Меня слушали молча. С большим вниманием. А я, несмотря на чистую совесть, начал давиться своим нищенским бормотанием. Ведь я заметил: нет у них ко мне никакого доверия, особенно у молодых ребят. Не верят они моим речам, более того, лихорадочно соображают — не шпион ли это явился к ним с именем убиенного на устах.
Только девушка смотрела на меня просто и с любопытством.

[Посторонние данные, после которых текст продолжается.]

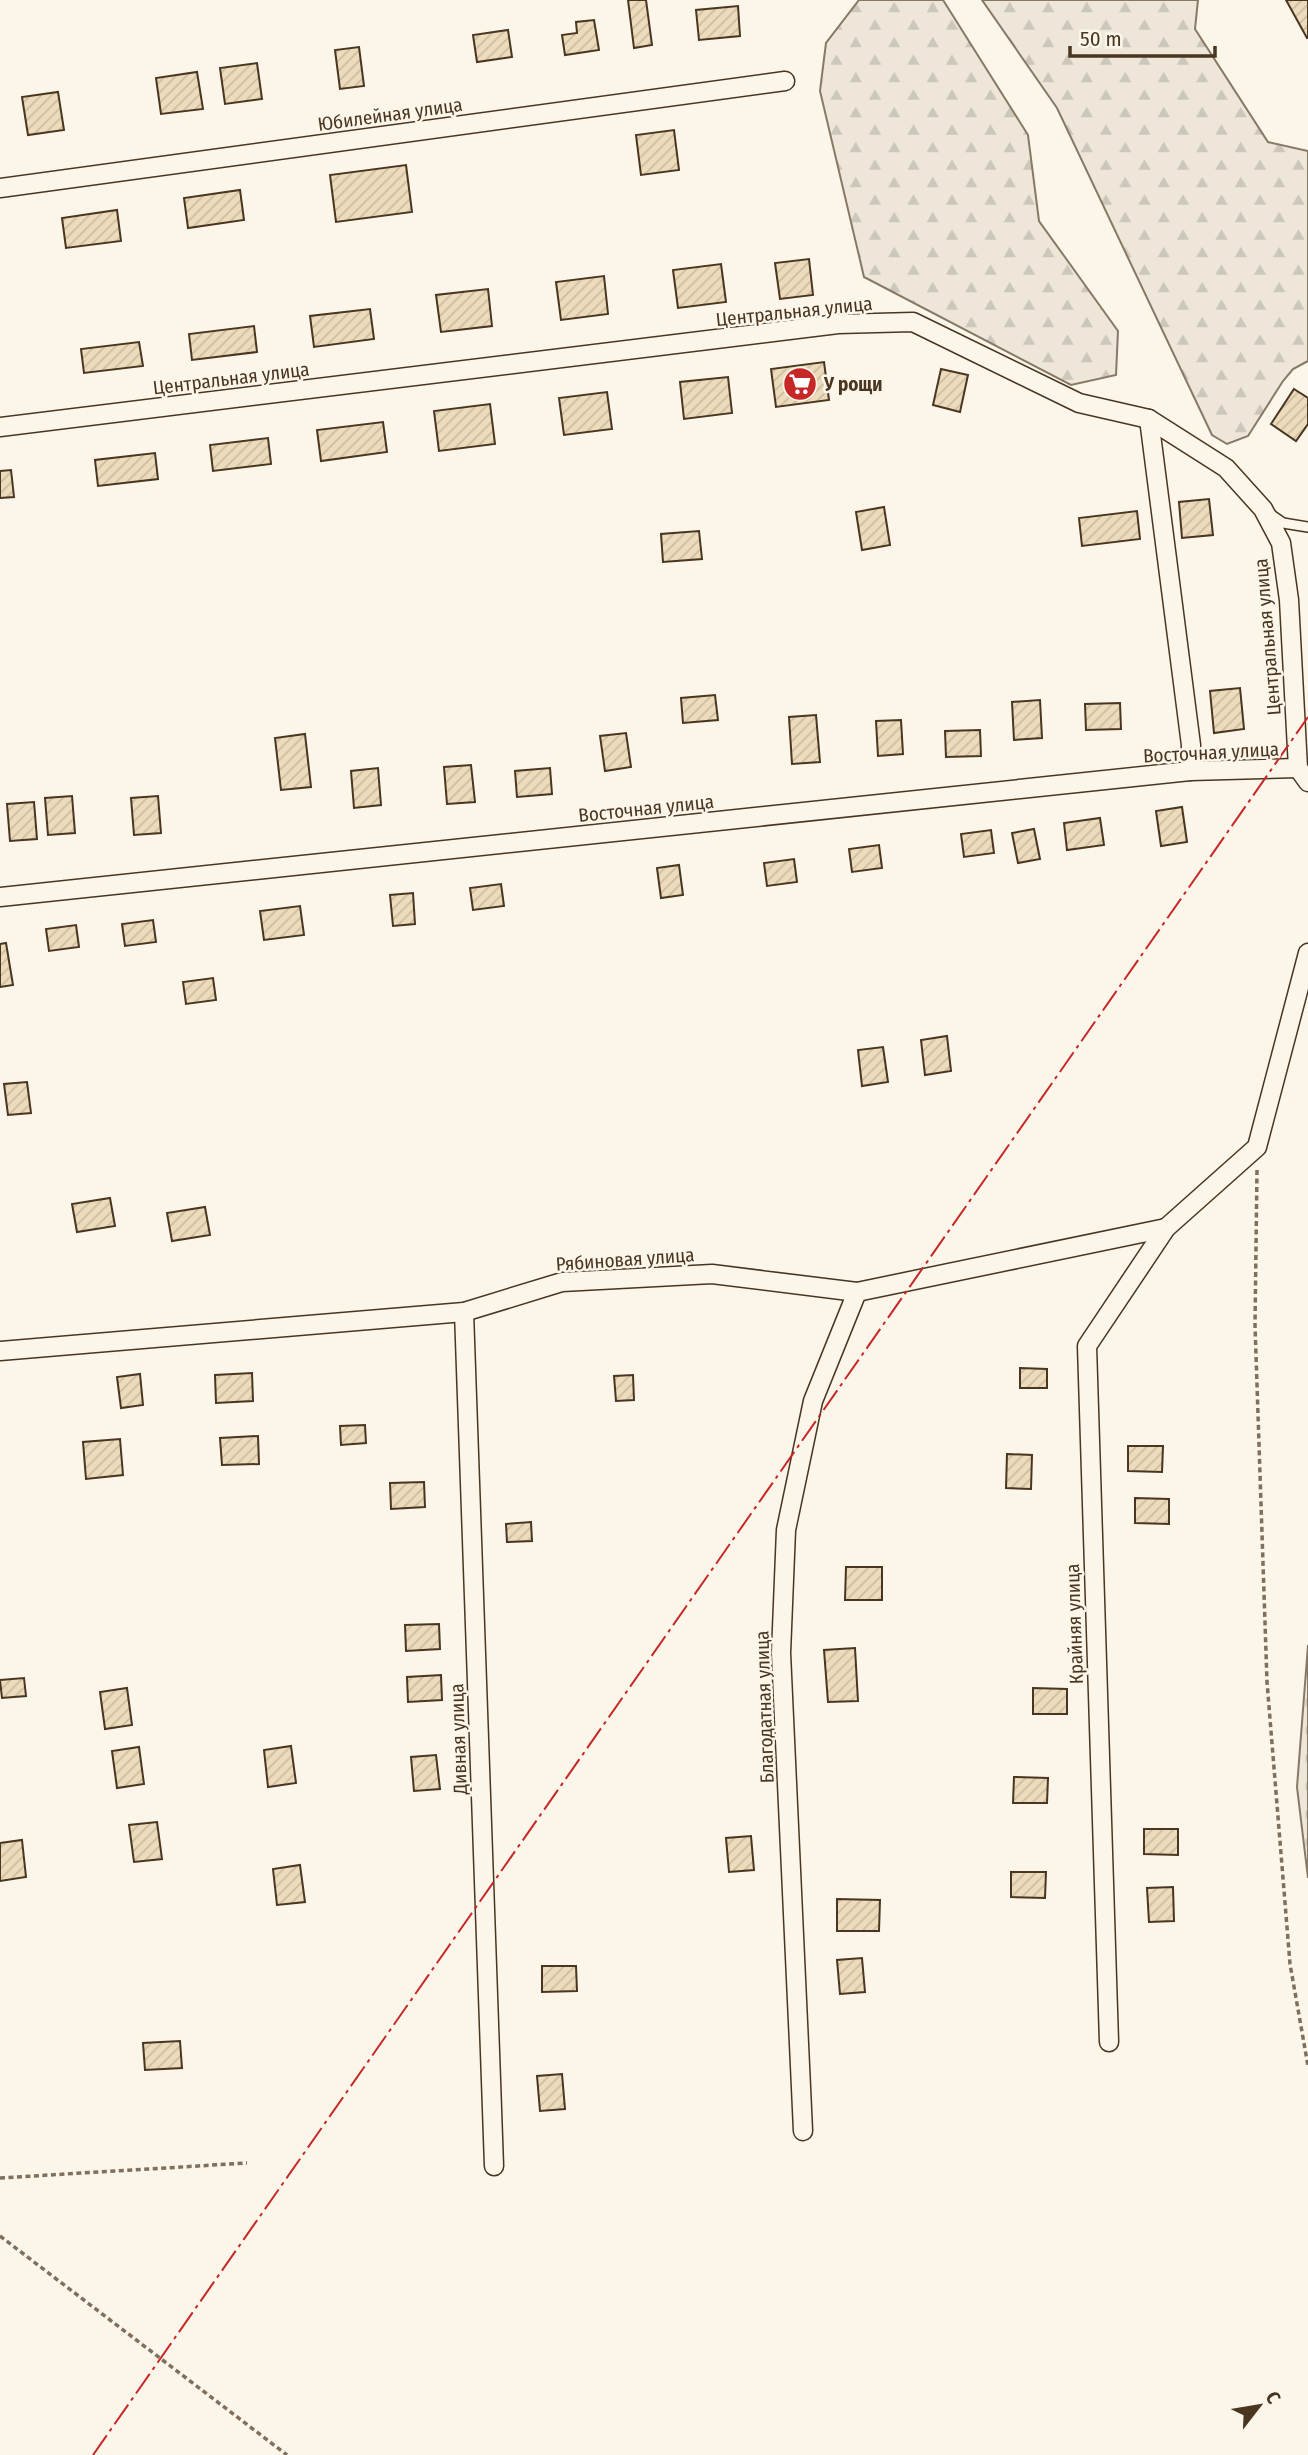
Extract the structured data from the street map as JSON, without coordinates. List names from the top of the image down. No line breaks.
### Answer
{"streets":{"street":["Юбилейная улица","Центральная улица","Восточная улица","Рябиновая улица","Крайняя улица","Благодатная улица","Дивная улица"]},"crossings":[["Центральная улица","Восточная улица"],["Рябиновая улица","Крайняя улица"],["Рябиновая улица","Благодатная улица"],["Рябиновая улица","Дивная улица"]],"places":{"supermarket":["У рощи"]},"scale_bar":"50 m","north":"top right"}
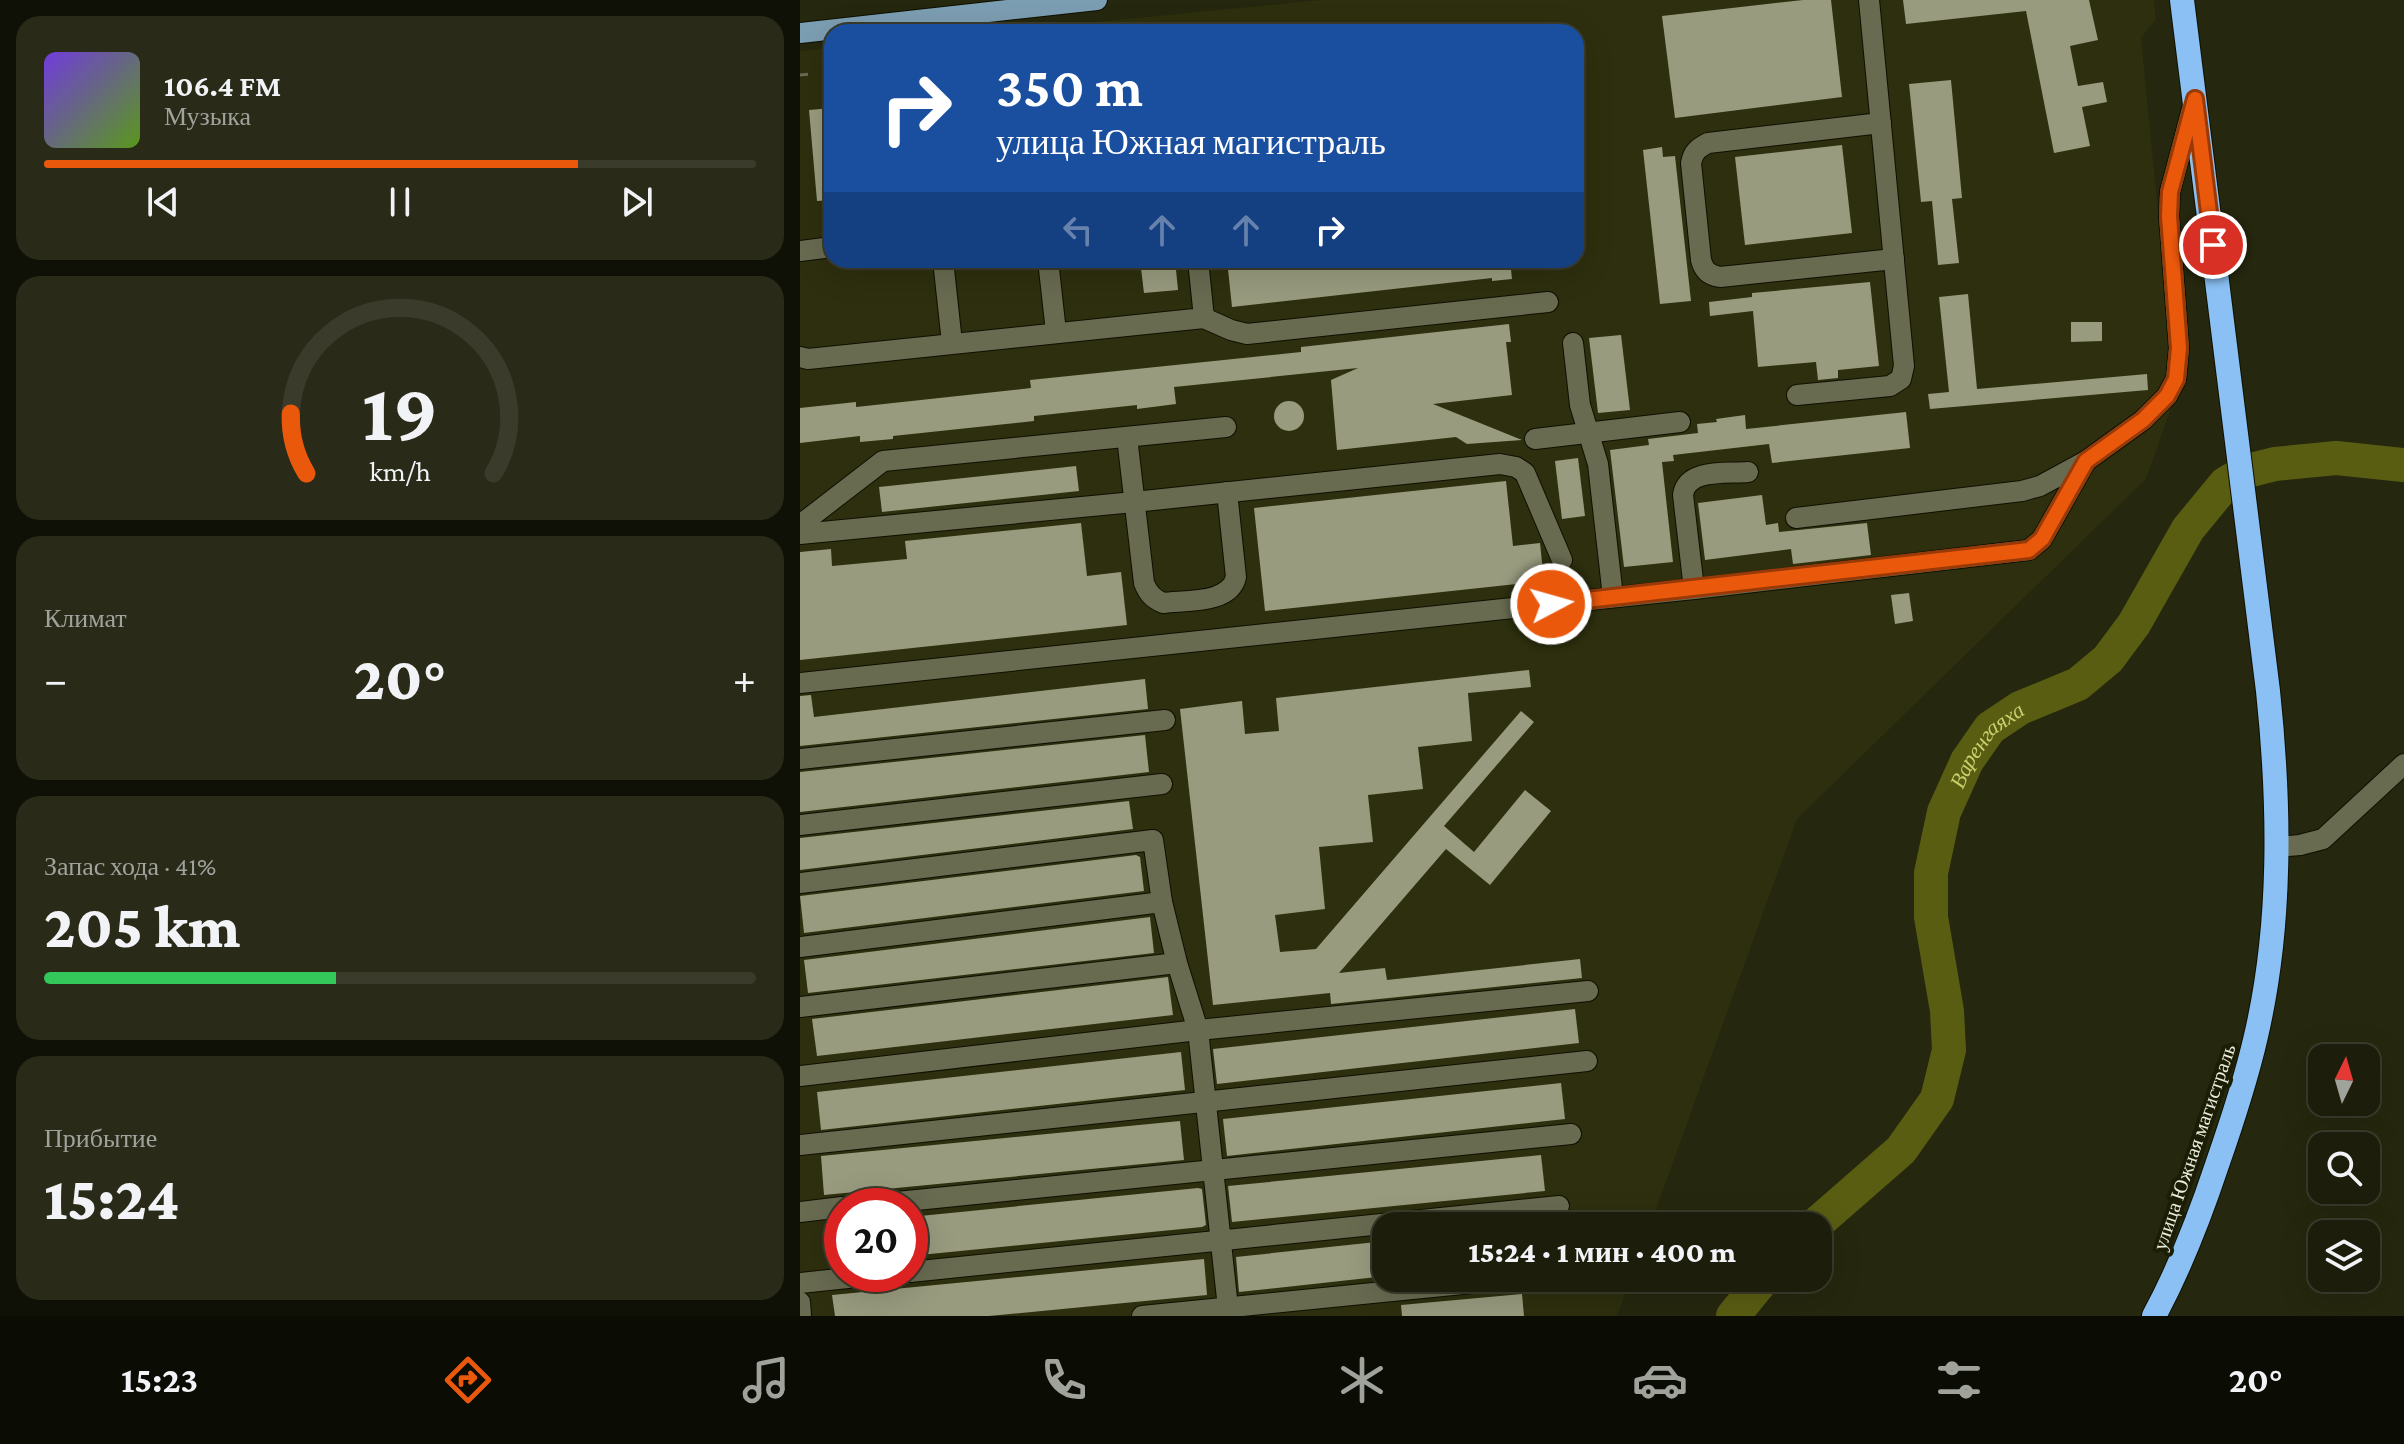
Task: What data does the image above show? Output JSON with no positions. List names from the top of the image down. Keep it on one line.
{"streets":{"highway":["улица Южная магистраль"]},"water":["Варенгаяха"],"north":"top","page":{"turn":["350 m","улица Южная магистраль"],"song":["106.4 FM","Музыка"],"tile":["Климат",["Запас хода · 41%","205 km"],["Прибытие","15:24"]],"heat":["−","20°","+"],"limit":"20","trip":"15:24 · 1 мин · 400 m","tabs":["15:23","20°"],"gauge":["19","km/h"]}}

Наконец я умолк, и те не произнесли еще ни единого слова привета. Ребята ждали, что скажет старик. А тот смотрел тусклыми глазами, и меня уже подмывало крикнуть, что я пришел сюда не на суд и не за подаянием, как он вдруг сдержанно улыбнулся, показал на стул и придвинул ко мне коробку с табаком, приглашая к первому совместному перекуру, точно к первой совместной трапезе.
Я понял: принимают меня. Руки мои дрожали, я рассыпал табак по столу, в горле так пересохло, что едва выговорил «спасибо». Попросил напиться. Девушка принесла мне кружку чистой холодной воды.
Давние это времена, но незабвенные. Пришел — чужак к чужим, а они приняли. Пришел, как попрошайка, готовый терпеть нищету и даже унижения. А получил от них столько хорошего, куда больше, чем был вправе ожидать или просить.
Так оказался я перед ними в неоплатном долгу, особенно перед девушкой со спокойным лицом и внимательным взглядом. Ибо мужчины слишком долго присматривались ко мне со скрытым или явным сомнением. Вскоре я понял: это было их правом и обязанностью. Они должны были до конца проверить, не затесался ли между ними подслушивающий да подсматривающий иуда. И все же, как тогда казалось, слишком долго принюхивались: не провокатор ли, не шпик? Не ищейка ли из полицейской псарни? И если бы не Марианна, не ее простосердечная доверчивость, я бы, пожалуй, не выдержал. Уж совсем было приуныл и, возможно, свернул бы в конце концов на дорожку, какой хаживал Сурысь.
Она же с первого дня поверила, что совесть моя чиста. А на третью неделю по своей доброй воле и по своему собственному выбору приголубила меня так просто, словно был двадцатым или сороковым. А был я первым.
Я остался у них. И прожил три года — я еще вернусь к этому. А правда такова: бесконечно многим обязан я этим людям. Между тем жизнь меня так закрутила, что никому из них не успел я вернуть долга. Более того, ту, перед которой был в самом большом долгу, оставил без поддержки, в горе и муках. А ведь она первая научила меня, чем может быть верная и чистая любовь. Никакая другая женщина за всю мою отнюдь не короткую жизнь не смогла подарить мне столько сердечной доброты, сколько подарила Марианна.